The New Definition of ARDS

Greg Martin, MD


October 26, 2012

Acute Respiratory Distress Syndrome: the Berlin Definition

ARDS Definition Task Force, Ranieri VM, Rubenfeld GD, et al
JAMA. 2012;307:2526-2533


The acute respiratory distress syndrome (ARDS) was originally defined as a clinical condition in 1967, although it had been recognized for years prior in soldiers dying of wartime injuries.[1] Various attempts to better define the condition resulted in the American-European Consensus Conference (AECC) definition, published in 1994.[2] The AECC definition has served for conducting studies of epidemiology and pathophysiology and randomized treatment trials.[3,4,5] However, the definition from its inception was somewhat arbitrary and lacked a rationale for each specific component.

This article describes a new definition of ARDS developed by expert consensus, focusing on feasibility, reliability, validity, and objective evaluation of the performance of the definition. Three categories were developed on the basis of hypoxemia: mild (PaO2/FiO2 ≤ 300 mm Hg but > 200 mm Hg), moderate (PaO2/FiO2 ≤ 200 mm Hg but > 100 mm Hg), or severe (PaO2/FiO2 ≤ 100 mm Hg). Four ancillary variables were also considered for the definition: radiographic severity, respiratory system compliance, positive end-expiratory pressure, and corrected expired volume per minute.
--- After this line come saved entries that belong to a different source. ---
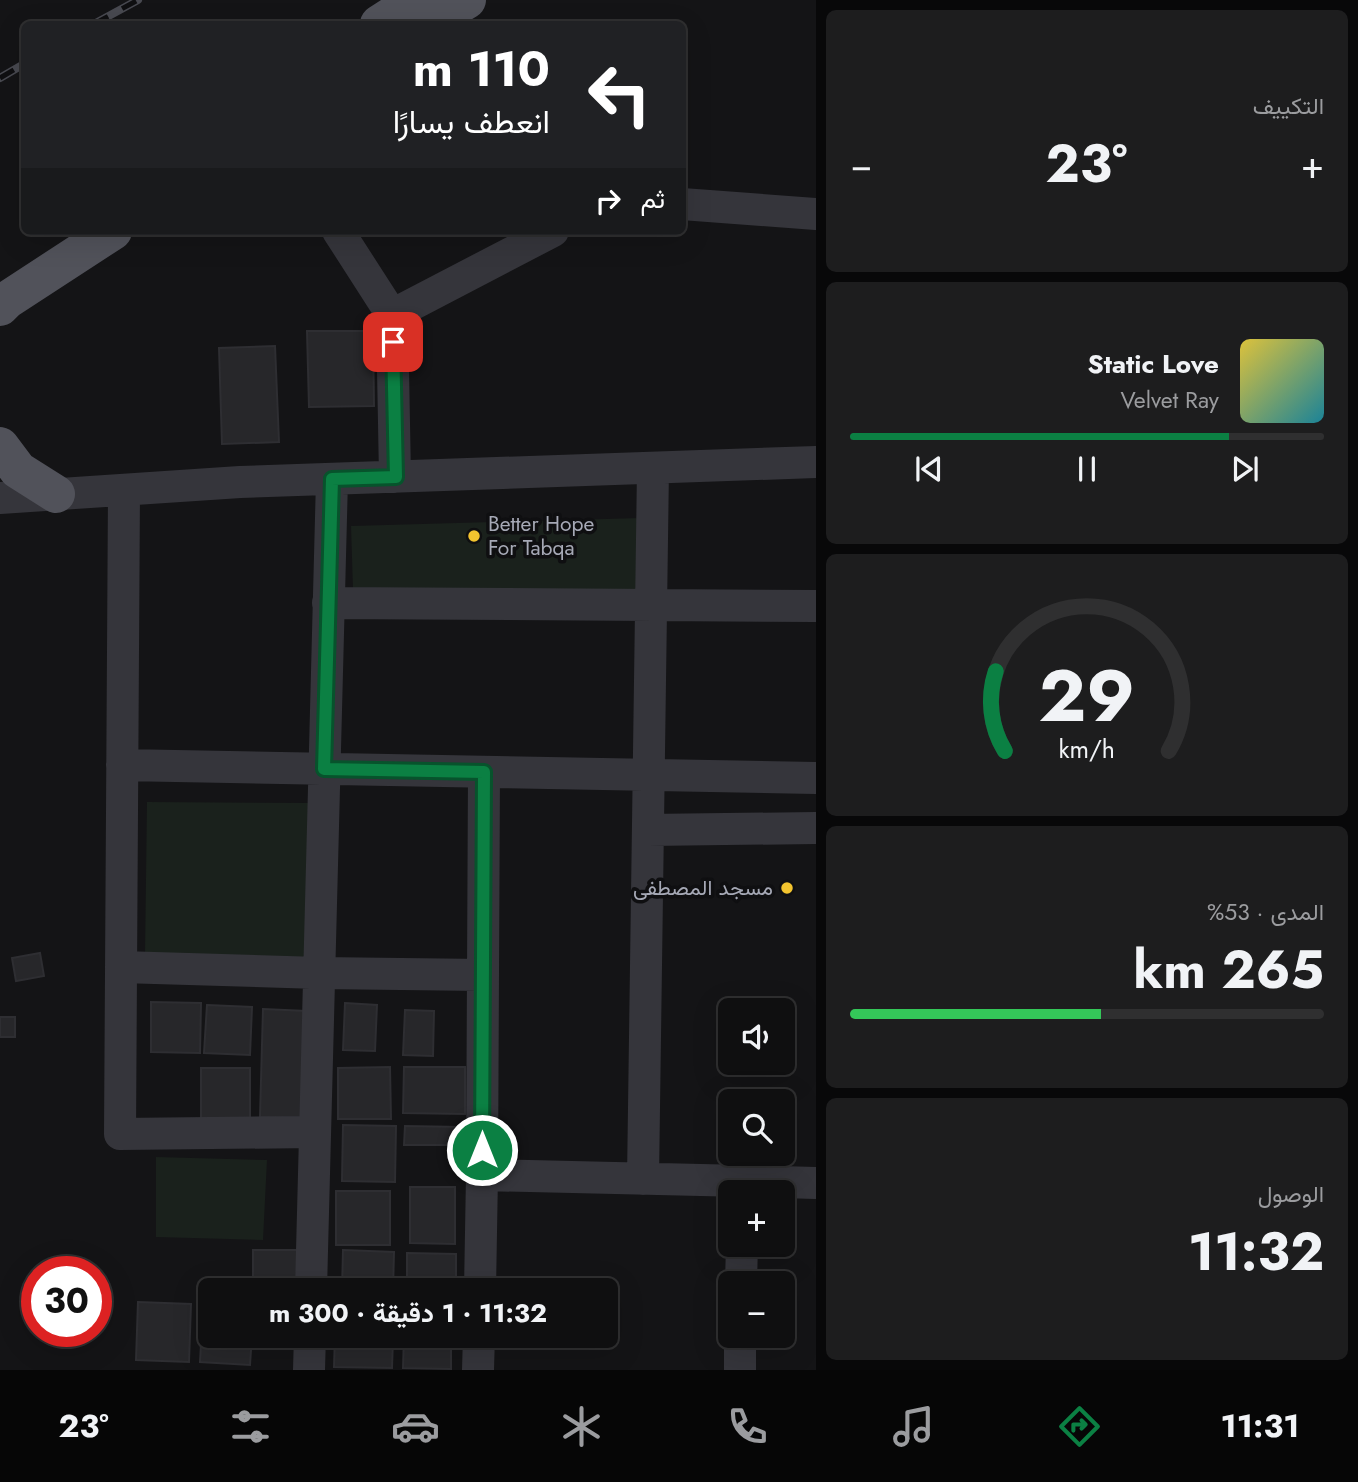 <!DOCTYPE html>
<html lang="ar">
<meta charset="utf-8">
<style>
body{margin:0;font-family:Jost,Vazirmatn,sans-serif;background:#1d1d1e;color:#f1f3f6;direction:rtl;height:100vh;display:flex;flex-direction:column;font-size:26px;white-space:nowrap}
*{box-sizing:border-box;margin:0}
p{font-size:23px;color:#9b9c9f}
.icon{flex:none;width:38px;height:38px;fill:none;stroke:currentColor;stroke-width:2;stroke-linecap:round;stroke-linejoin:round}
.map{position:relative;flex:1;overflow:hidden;direction:ltr}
.sheet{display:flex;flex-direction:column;gap:10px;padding:10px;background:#080809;width:542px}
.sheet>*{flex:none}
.guide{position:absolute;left:21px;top:21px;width:665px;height:214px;border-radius:10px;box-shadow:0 7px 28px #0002,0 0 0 2px #2f2f30;direction:rtl;background:#202124;color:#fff;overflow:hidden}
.tools{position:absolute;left:718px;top:998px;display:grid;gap:14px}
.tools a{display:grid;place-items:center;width:77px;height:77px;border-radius:10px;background:#0f0f10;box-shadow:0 7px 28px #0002,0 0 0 2px #2f2f30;font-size:35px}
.speed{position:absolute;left:21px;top:1256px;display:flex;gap:14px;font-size:35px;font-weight:700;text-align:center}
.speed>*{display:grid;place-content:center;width:91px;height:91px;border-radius:50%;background:#0f0f10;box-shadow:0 7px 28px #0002,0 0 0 2px #2f2f30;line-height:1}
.speed .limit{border:10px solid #d22;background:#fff;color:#111}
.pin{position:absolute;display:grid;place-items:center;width:60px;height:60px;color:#fff;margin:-30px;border-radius:14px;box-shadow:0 4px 10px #0006}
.me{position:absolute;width:77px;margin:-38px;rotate:0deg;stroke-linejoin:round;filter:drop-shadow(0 0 5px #0008)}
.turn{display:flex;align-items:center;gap:24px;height:147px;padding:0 21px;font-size:32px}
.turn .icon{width:91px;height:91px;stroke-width:2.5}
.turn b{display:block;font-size:49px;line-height:60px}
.then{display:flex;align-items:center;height:66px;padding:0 21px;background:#0003;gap:14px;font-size:26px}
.big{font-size:52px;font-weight:700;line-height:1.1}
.sheet .tile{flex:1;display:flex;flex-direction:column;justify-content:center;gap:10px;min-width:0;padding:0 24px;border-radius:10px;background:#1d1d1e}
.sheet .dial{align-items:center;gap:0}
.dial svg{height:182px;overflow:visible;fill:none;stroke:#2f2f30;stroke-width:7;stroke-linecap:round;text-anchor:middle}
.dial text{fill:#f1f3f6;stroke:none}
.song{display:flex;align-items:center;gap:21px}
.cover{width:84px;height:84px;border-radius:10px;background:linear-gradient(135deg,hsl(50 70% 55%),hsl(190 70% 35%))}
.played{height:7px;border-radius:4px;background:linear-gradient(90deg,#0b8043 80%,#2f2f30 80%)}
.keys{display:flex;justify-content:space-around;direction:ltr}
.heat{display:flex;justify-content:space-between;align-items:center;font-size:38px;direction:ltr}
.charge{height:10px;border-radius:5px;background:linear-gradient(90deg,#34c759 53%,#2f2f30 0)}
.trip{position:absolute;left:198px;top:1278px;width:420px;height:70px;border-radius:10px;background:#0f0f10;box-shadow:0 7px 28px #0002,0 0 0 2px #2f2f30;font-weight:700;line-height:70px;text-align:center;direction:rtl}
.tab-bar{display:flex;height:112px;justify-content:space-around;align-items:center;background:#060606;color:#9b9c9f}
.tab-bar .icon{width:49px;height:49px}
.tab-bar .current{color:#0b8043}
.tab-bar b{font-size:32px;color:#f1f3f6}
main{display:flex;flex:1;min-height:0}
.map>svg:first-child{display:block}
.green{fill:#1a211c}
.building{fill:#27272a;stroke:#2e2e32;stroke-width:2}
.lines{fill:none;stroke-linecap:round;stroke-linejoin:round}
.minor{stroke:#35353b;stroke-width:32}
.major{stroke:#51525a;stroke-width:38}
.rail-casing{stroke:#484950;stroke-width:8}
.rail{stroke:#0f0f11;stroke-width:5;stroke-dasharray:16;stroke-linecap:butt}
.route-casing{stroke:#07532c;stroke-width:18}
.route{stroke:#0b8043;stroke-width:12}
.poi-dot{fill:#f3c42f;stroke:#0f0f11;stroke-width:2.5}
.labels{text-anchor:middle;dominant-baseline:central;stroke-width:7;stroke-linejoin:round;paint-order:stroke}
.poi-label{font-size:21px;fill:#a6a9b6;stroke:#0f0f11;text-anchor:start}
</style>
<main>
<section class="sheet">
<div class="tile"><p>التكييف</p>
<div class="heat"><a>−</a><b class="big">23°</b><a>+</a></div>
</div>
<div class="tile">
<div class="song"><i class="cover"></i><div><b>Static Love</b><p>Velvet Ray</p></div></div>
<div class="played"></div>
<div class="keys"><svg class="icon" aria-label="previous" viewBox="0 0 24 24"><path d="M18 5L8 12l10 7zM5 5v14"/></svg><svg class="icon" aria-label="pause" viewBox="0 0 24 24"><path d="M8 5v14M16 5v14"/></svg><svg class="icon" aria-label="next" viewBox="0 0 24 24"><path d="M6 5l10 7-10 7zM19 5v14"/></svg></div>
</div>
<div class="tile dial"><svg viewBox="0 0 100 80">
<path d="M14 69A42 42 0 1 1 86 69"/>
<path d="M14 69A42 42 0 0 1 10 34" stroke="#0b8043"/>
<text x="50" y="56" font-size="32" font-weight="700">29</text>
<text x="50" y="72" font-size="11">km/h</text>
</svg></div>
<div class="tile"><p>المدى · 53%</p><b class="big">265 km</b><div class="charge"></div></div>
<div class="tile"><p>الوصول</p><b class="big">11:32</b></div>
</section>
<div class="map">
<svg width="816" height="1370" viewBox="0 0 816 1370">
<rect width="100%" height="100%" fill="#141416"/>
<path class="green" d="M641 518 640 596 353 590 351 526Z
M147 802 315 803 311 958 145 954Z
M156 1157 267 1160 263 1240 156 1237Z"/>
<path class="building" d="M307 331H373L374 406 309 407Z
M275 346 279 442 222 444 219 348Z
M40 953 44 976 16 981 12 958Z
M151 1002 201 1003 200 1053 151 1052Z
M345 1003 377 1005 375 1051 343 1050Z
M207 1005 252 1007 250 1055 204 1053Z
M263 1009 306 1011 303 1119 260 1117Z
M405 1010 434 1011 433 1056 403 1055Z
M0 1017H15V1037H0Z
M390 1067 391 1119H338V1068Z
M404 1067H465V1114L403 1113Z
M201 1068H250V1118H201Z
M343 1125 396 1126 395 1182 342 1181Z
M405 1126 462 1127 461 1145H404Z
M410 1187H455V1244L410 1243Z
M336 1191H390V1245H336Z
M253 1250H297V1290H253Z
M343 1250 394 1252 393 1290H342Z
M407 1253 456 1254V1290H407Z
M138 1302 191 1304 189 1362 136 1360Z
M203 1307 210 1308V1335H252L250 1365 200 1362Z
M335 1335H372V1338L393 1339 392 1368 334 1367Z
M404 1335H451V1369L403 1368Z"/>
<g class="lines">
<path class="minor" d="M682 204 816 214
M338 231 392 315 395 477
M392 315 553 231
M124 490 120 1134 315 1132
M0 498 240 482 816 462
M328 603 816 606
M122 765 816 778
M648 830 816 828
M121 967 319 973 483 975
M482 1175 484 772
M643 1179 653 468
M744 1181 816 1183
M741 1283 742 1244
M311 1290 332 479
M480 1290 482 1175 744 1181 743 1192
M309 1370 310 1335
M478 1370 479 1335
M740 1370V1335"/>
<path class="major" d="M379 24 416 0
M427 24 467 0
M0 307 7 300 113 231
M0 446 18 470 56 494"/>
<defs>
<path id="rail" d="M94 24 138 0
M0 78 24 64"/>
</defs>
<use href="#rail" class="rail-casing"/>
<use href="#rail" class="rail"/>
</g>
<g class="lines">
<defs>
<path id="route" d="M393 342 396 477 332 479 324 769 484 772 482 1150"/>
</defs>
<use href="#route" class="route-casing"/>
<use href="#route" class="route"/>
</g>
<g class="poi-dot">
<circle cx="474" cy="536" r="7"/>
<circle cx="787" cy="888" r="7"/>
</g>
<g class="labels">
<g class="poi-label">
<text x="488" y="524">Better Hope<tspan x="488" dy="24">For Tabqa</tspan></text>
<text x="773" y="888" text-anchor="end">مسجد المصطفى</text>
</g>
</g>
</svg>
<div class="tools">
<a><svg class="icon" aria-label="sound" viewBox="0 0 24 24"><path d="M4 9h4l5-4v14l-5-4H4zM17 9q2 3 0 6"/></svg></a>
<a><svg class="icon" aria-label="search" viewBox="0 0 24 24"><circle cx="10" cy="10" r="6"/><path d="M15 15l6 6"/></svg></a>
<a>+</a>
<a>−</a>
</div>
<div class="speed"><div class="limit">30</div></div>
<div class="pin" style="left:393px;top:342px;background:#d93025"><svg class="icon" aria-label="arrive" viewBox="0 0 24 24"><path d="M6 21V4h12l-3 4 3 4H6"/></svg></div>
<svg class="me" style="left:482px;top:1150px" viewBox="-20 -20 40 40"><circle r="17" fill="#0b8043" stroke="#fff" stroke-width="3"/><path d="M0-11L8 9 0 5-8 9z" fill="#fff"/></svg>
<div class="trip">11:32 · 1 دقيقة · 300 m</div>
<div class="guide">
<div class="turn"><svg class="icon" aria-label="left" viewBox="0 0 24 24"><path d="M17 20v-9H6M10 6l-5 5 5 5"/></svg><div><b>110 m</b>انعطف يسارًا</div></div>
<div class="then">ثم<svg class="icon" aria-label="right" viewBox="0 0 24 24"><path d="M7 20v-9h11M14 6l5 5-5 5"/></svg></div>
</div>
</div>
</main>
<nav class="tab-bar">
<b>11:31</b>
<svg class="icon current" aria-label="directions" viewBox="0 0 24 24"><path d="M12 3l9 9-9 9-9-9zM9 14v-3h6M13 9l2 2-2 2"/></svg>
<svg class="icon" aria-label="music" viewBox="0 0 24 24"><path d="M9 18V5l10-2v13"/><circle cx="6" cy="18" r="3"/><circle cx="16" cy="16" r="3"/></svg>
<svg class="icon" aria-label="phone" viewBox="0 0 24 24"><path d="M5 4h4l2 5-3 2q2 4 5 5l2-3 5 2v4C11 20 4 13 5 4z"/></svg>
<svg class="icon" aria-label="climate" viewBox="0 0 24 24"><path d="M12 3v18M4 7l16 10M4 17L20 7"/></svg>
<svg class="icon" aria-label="car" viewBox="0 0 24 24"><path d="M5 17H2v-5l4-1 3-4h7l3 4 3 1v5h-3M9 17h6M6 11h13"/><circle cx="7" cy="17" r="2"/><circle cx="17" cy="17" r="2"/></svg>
<svg class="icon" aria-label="filters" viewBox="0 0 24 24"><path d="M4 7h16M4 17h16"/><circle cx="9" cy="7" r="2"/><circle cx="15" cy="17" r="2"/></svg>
<b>23°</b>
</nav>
Data from 4457 patients with ARDS were used to validate the proposed variables. It was found that the 4 ancillary variables did not contribute to the predictive validity of severe ARDS for mortality, and so they were removed from the definition.

Mild, moderate, and severe ARDS were associated with increased mortality rates (27%, 32%, and 45%, respectively; P < .001) and increased median duration of mechanical ventilation in survivors (5, 7, and 9 days; P < .001). Compared with the AECC definition, the Berlin definition better predicted mortality, with an area under the receiver-operating characteristic curve of 0.577 compared with 0.536 (P < .001). The authors concluded that this updated and revised Berlin definition of ARDS addresses some of the limitations of the AECC definition.


ARDS has long been considered a problematic condition because of the difficulty in making an accurate diagnosis and in finding effective treatments. The 2 problems are intertwined: Failure to timely and accurately identify patients with the condition makes it harder to design studies and test new therapeutics. The strength of this new Berlin definition of ARDS rests on the validation steps used to calibrate the model.

The prior AECC definition was developed by expert consensus, largely without the ability to derive and validate the pieces of the definition. A challenge for the new definition will be to test whether it performs as well in more natural settings and in the real world, compared with the rigorous and homogeneous environment of controlled clinical studies.

Another important and interesting point is that the new validated Berlin definition is remarkably similar to the earlier AECC definition. It requires an "at risk" diagnosis (such as sepsis, trauma, aspiration, or another accepted cause of ARDS), as well as bilateral infiltrates on chest radiography (one of the most subjective and variable parts of the definition)[6] and hypoxemia measured by the PaO2/FiO2 ratio. ARDS experts previously argued that hypoxemia was not predictive of subsequent mortality and thus clinical trials should not be powered for this outcome. But now, after all of the data have been reviewed and assembled by expert consensus, it turns out that hypoxemia is the most relevant prognostic variable we have.